§ **WHAT IS REQUIRED**
Provide only the number of lines in the following data that contain "Transcribe".

§ **MATERIAL FOR THIS EXERCISE**
---+---

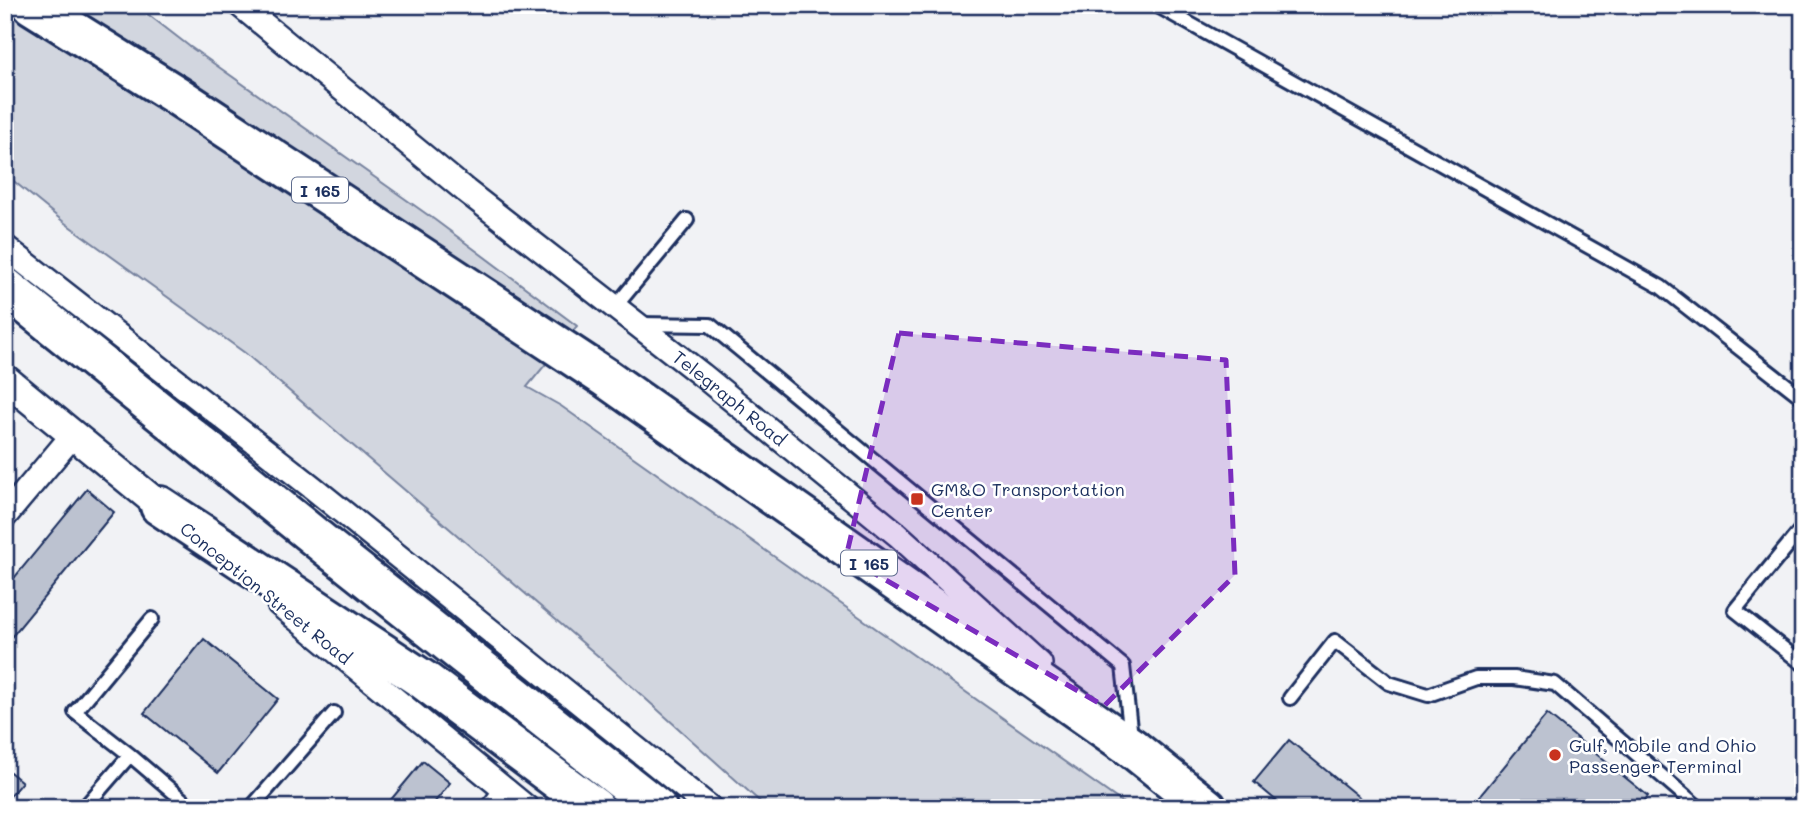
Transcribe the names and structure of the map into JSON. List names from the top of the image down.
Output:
{
  "streets": {
    "highway": ["I 165", "Telegraph Road"],
    "street": ["Conception Street Road"]
  },
  "crossings": [
    ["I 165", "Telegraph Road"]
  ],
  "places": {
    "transit": ["GM&O Transportation Center"],
    "other": ["Gulf, Mobile and Ohio Passenger Terminal"]
  }
}
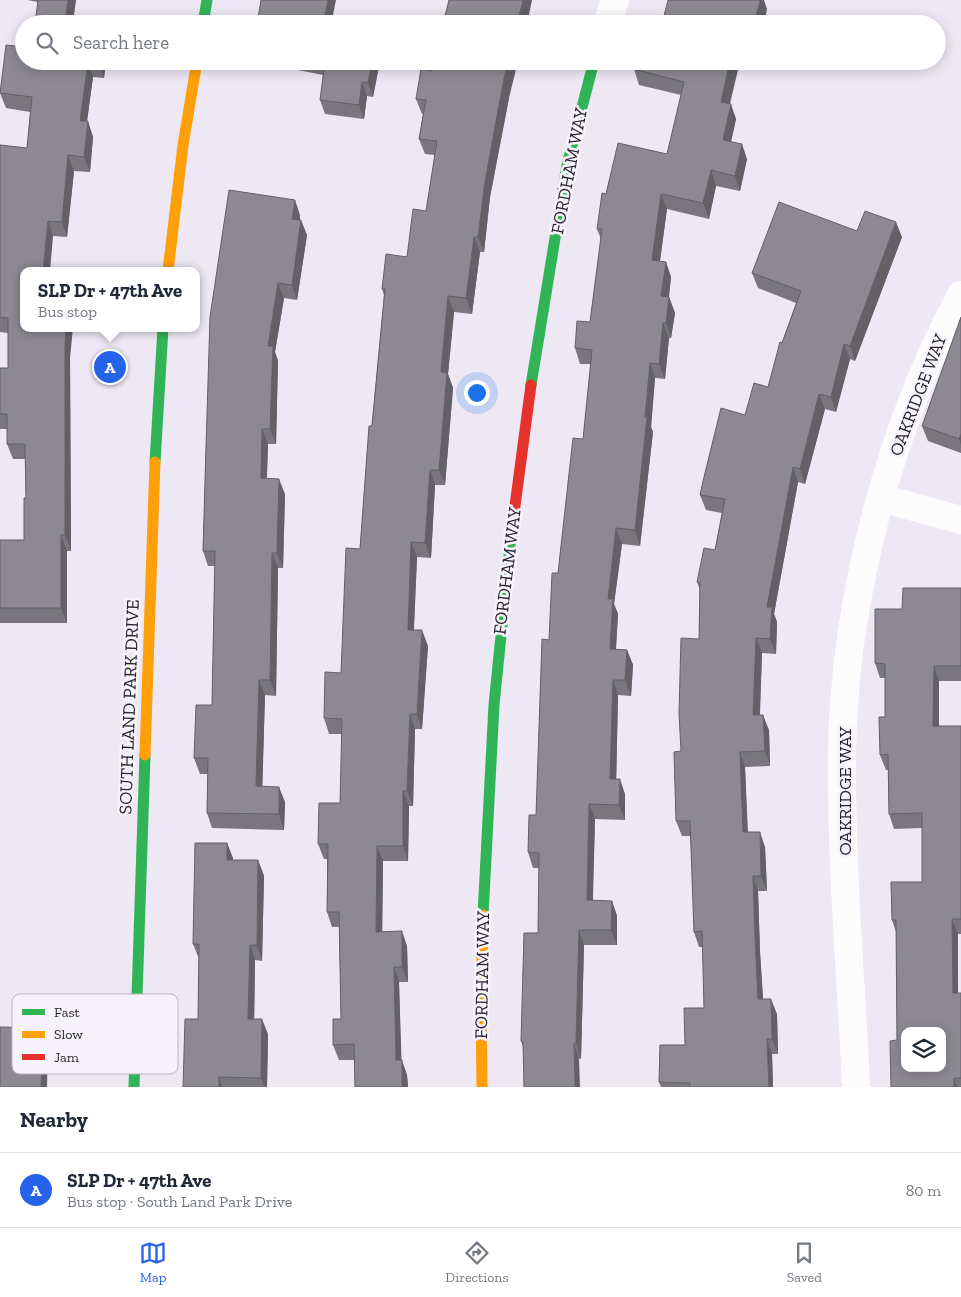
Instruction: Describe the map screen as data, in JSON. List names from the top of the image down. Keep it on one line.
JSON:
{"streets":{"street":["FORDHAM WAY","OAKRIDGE WAY","SOUTH LAND PARK DRIVE"]},"legend":["Fast","Slow","Jam"],"page":{"search":"Search here","popup":["SLP Dr + 47th Ave","Bus stop"],"pins":"A","heading":"Nearby","list":[{"mark":"A","name":"SLP Dr + 47th Ave","note":"Bus stop · South Land Park Drive","value":"80 m"}],"nav":["Map","Directions","Saved"]}}
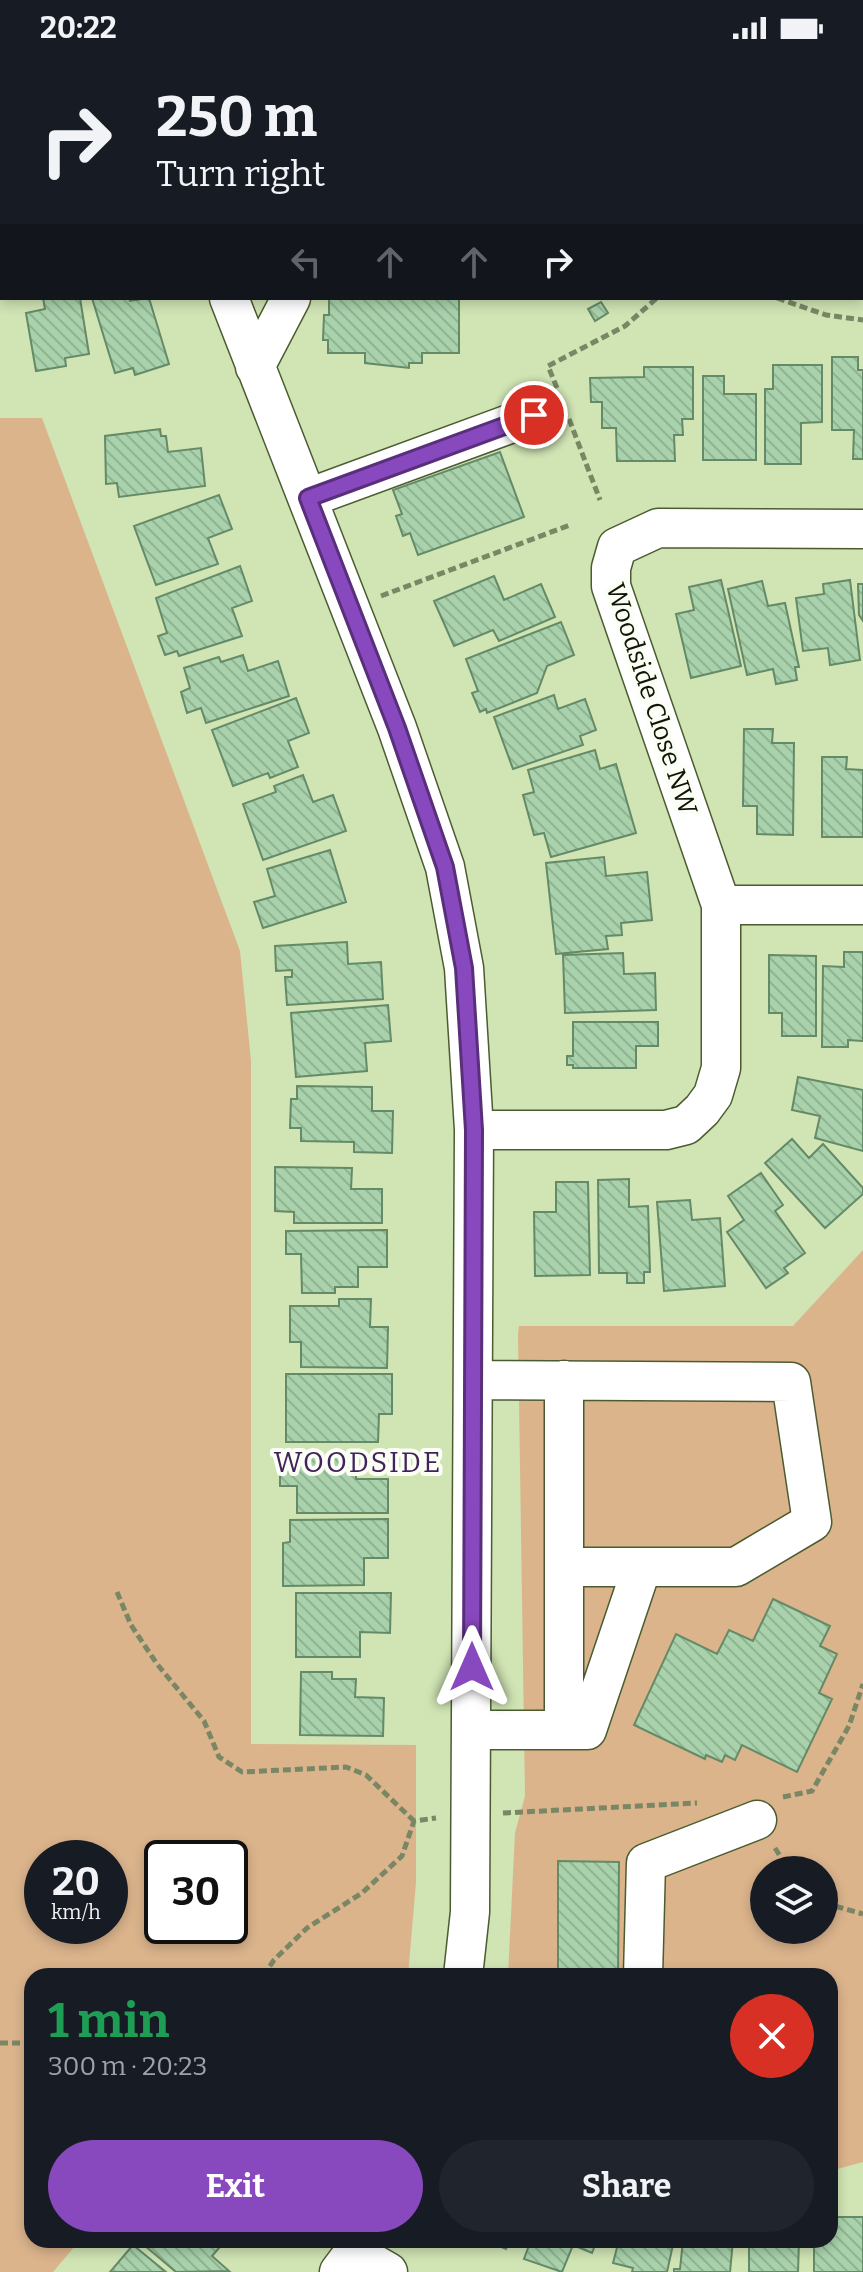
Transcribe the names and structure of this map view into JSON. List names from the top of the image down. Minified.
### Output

---+---

§ **TASK RESPONSE**
2